**Required action**
Search the records for lines with the word "Summarize" and copy each match.

**Data provided**
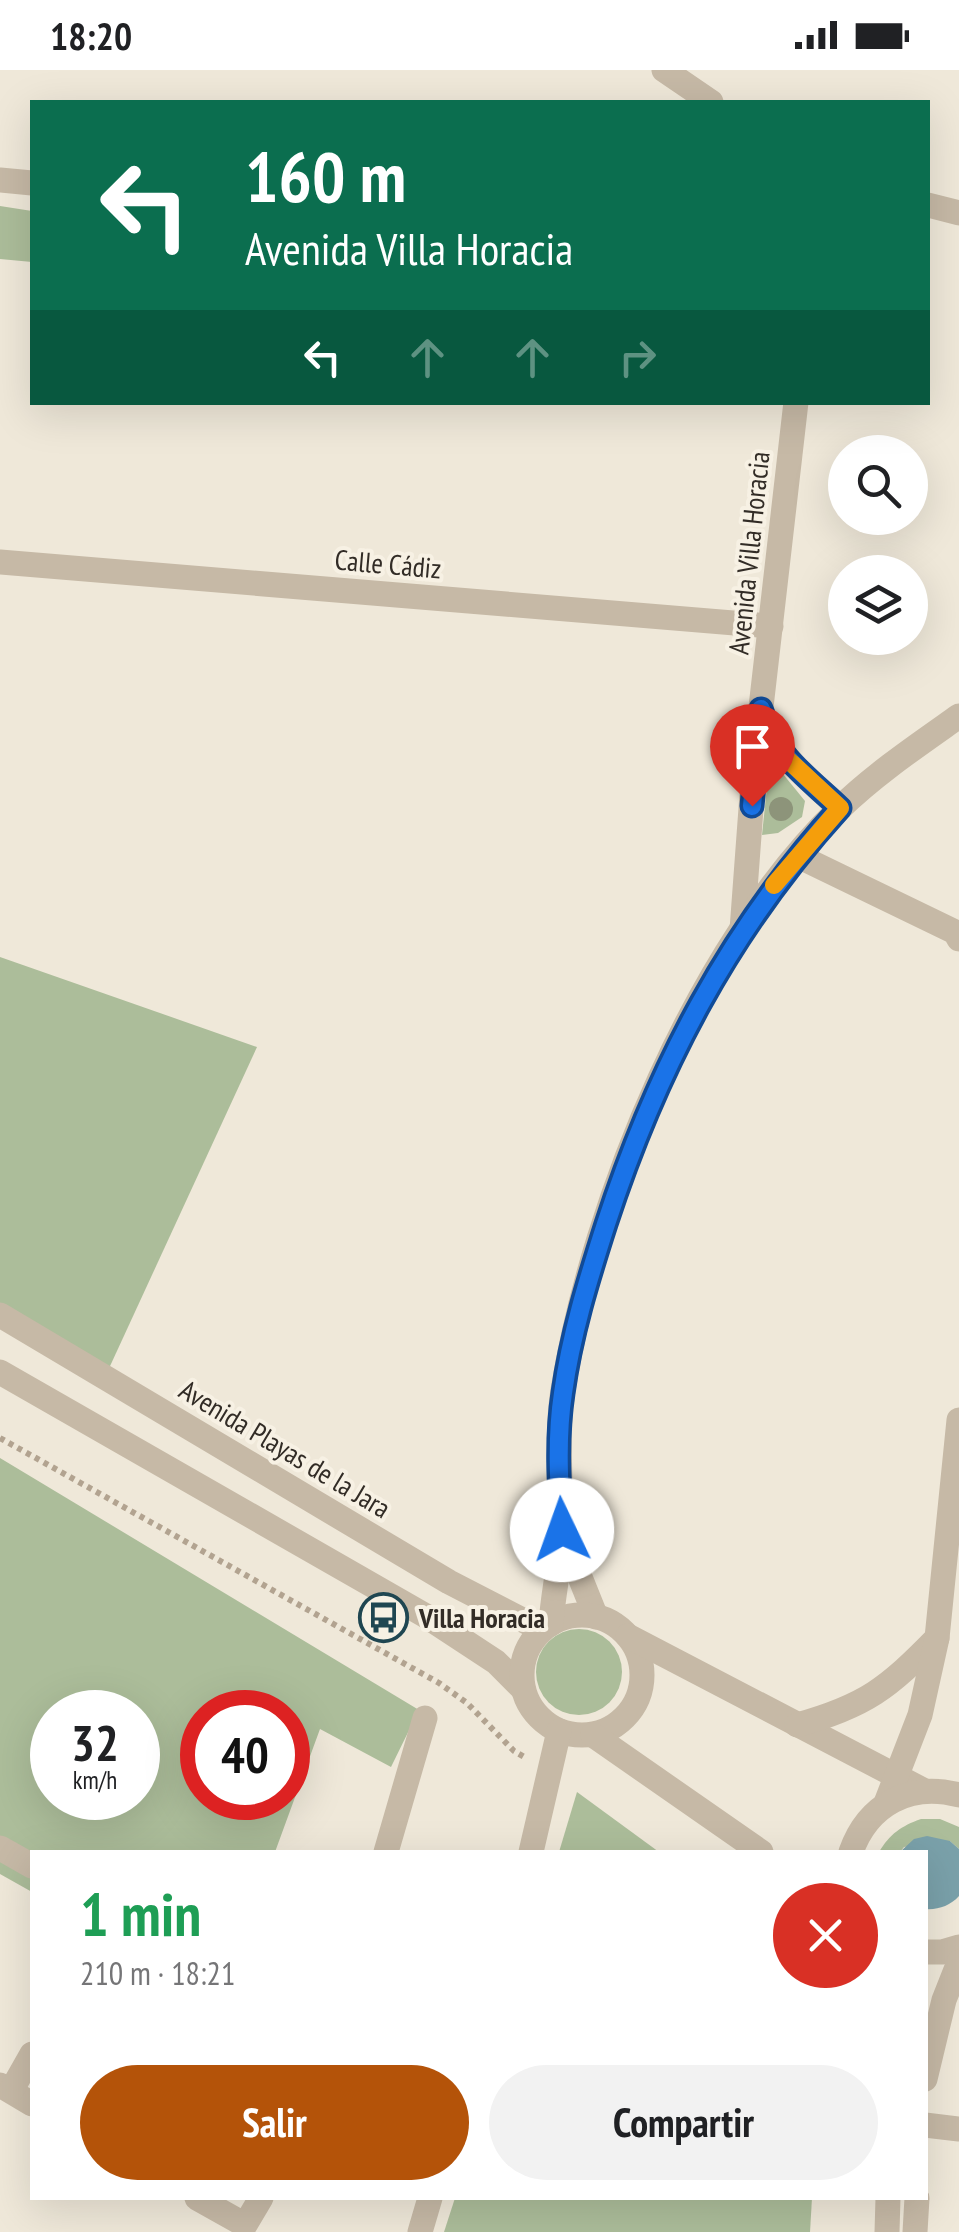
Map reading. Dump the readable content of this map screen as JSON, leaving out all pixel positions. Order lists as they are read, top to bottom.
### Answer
{
  "streets": {
    "street": ["Avenida Villa Horacia", "Calle Cádiz", "Avenida Playas de la Jara"]
  },
  "crossings": [
    ["Avenida Villa Horacia", "Calle Cádiz"]
  ],
  "places": {
    "bus stop": ["Villa Horacia"]
  },
  "page": {
    "status": "18:20",
    "turn": ["160 m", "Avenida Villa Horacia"],
    "speed": "32 km/h",
    "limit": "40",
    "heading": ["1 min", "210 m · 18:21"],
    "buttons": ["Salir", "Compartir"]
  }
}
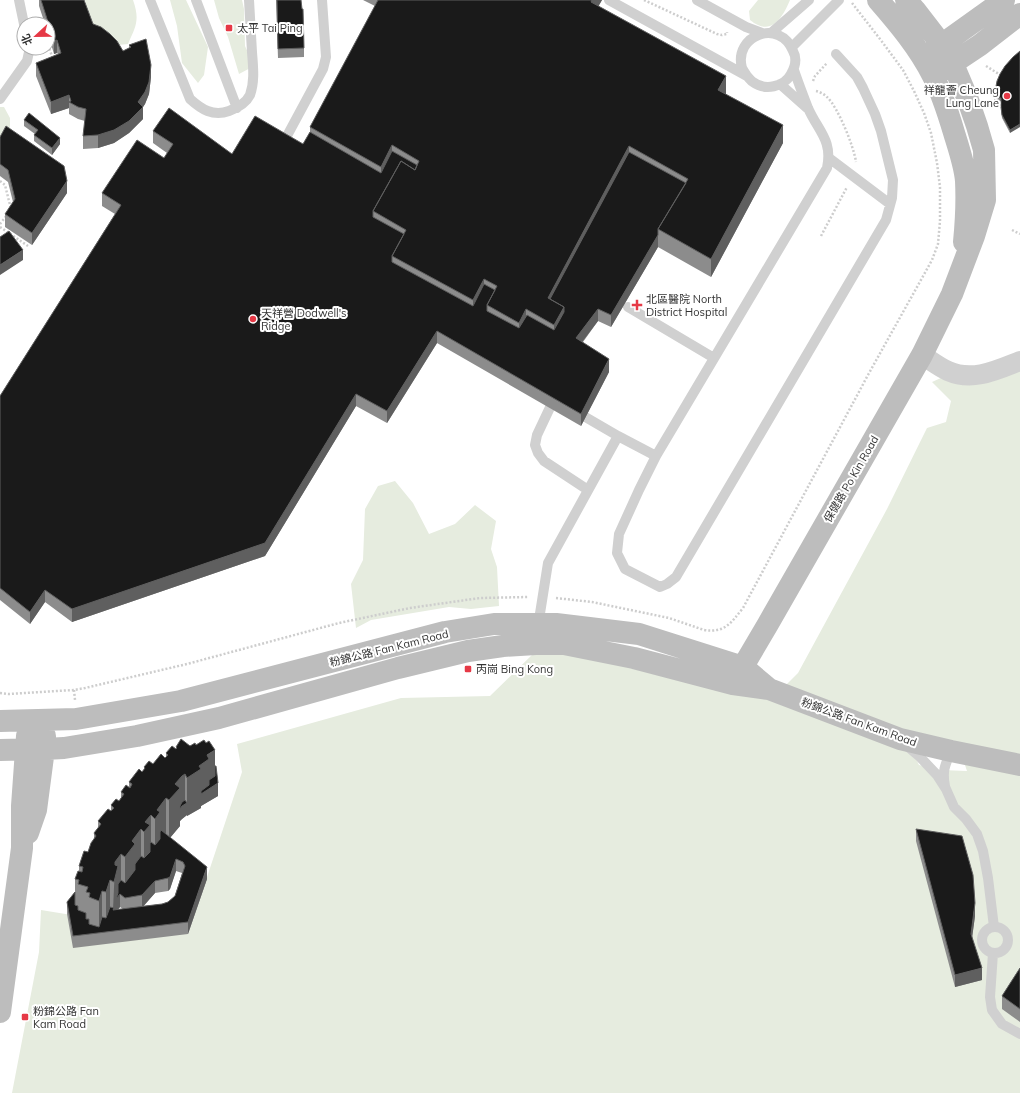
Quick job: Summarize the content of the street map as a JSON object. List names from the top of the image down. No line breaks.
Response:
{"streets":{"main road":["保健路 Po Kin Road","粉錦公路 Fan Kam Road"]},"crossings":[["保健路 Po Kin Road","粉錦公路 Fan Kam Road"]],"places":{"transit":["太平 Tai Ping","丙崗 Bing Kong","粉錦公路 Fan Kam Road"],"other":["祥龍薈 Cheung Lung Lane","天祥營 Dodwell's Ridge"],"health":["北區醫院 North District Hospital"]},"north":"left"}
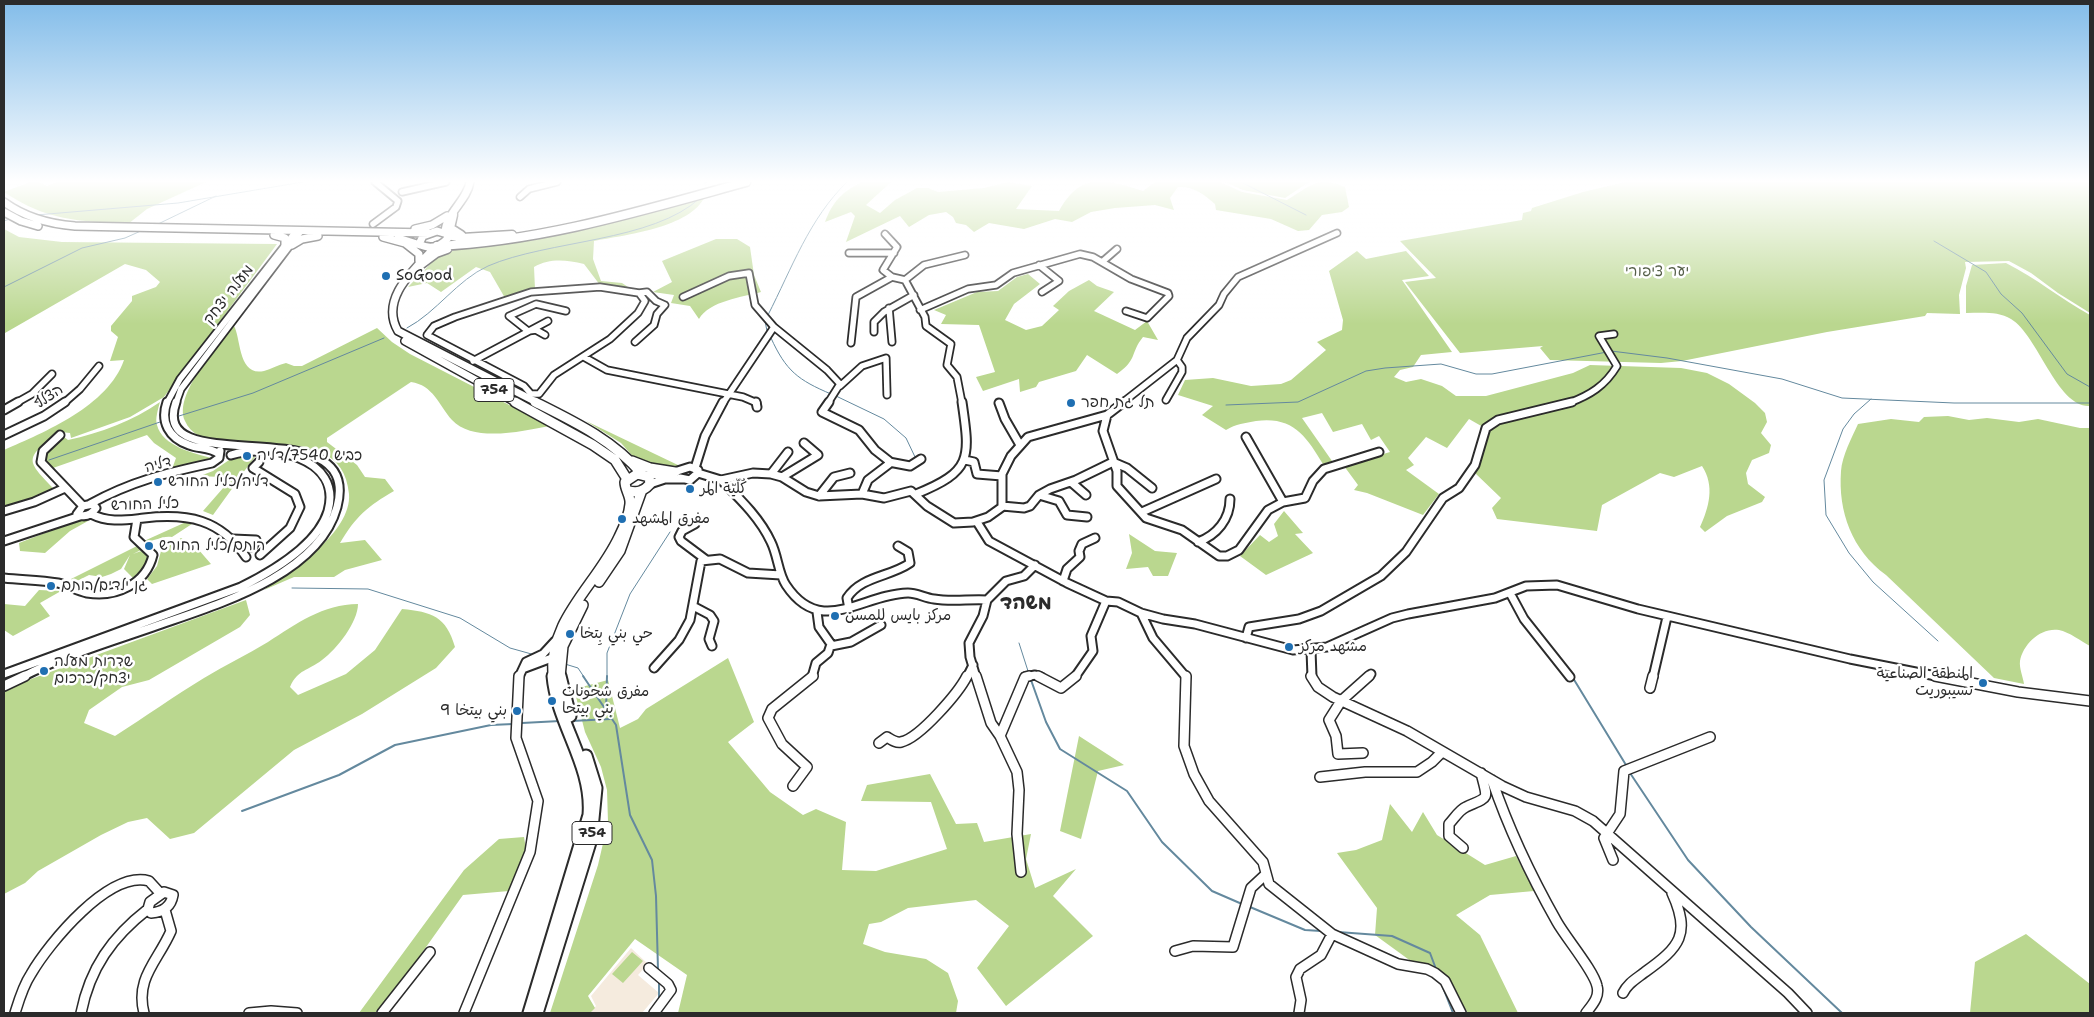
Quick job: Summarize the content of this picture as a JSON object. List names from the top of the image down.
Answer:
{
  "streets": {
    "main road": ["754"],
    "street": [
      "מעלה יצחק",
      "הצלף",
      "דליה",
      "כליל החורש"
    ]
  },
  "crossings": [
    ["מעלה יצחק", "דליה"]
  ],
  "districts": ["משהד"],
  "parks": ["יער ציפורי"],
  "places": [
    "SoGood",
    "תל גת חפר",
    "כביש 7540/דליה",
    "דליה/כליל החורש",
    "كُلّيّة المر",
    "مفرق المشهد",
    "רותם/כליל החורש",
    "גן ילדים/רותם",
    "مركز بايس للمسن",
    "حي بني بِتخا",
    "مشهد مركز",
    "שדרות מעלה יצחק/כרכום",
    "المنطقة الصناعية تسيبوريت",
    "مفرق شخونات بني بيتحا",
    "بني بيتخا 9"
  ]
}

**The completed task**
Quick job: Summarize the content of the street map as a JSON object. List names from the top of the image down. No line breaks.
Quick job: Summarize the content of this picture as a JSON object. List names from the top of the image down.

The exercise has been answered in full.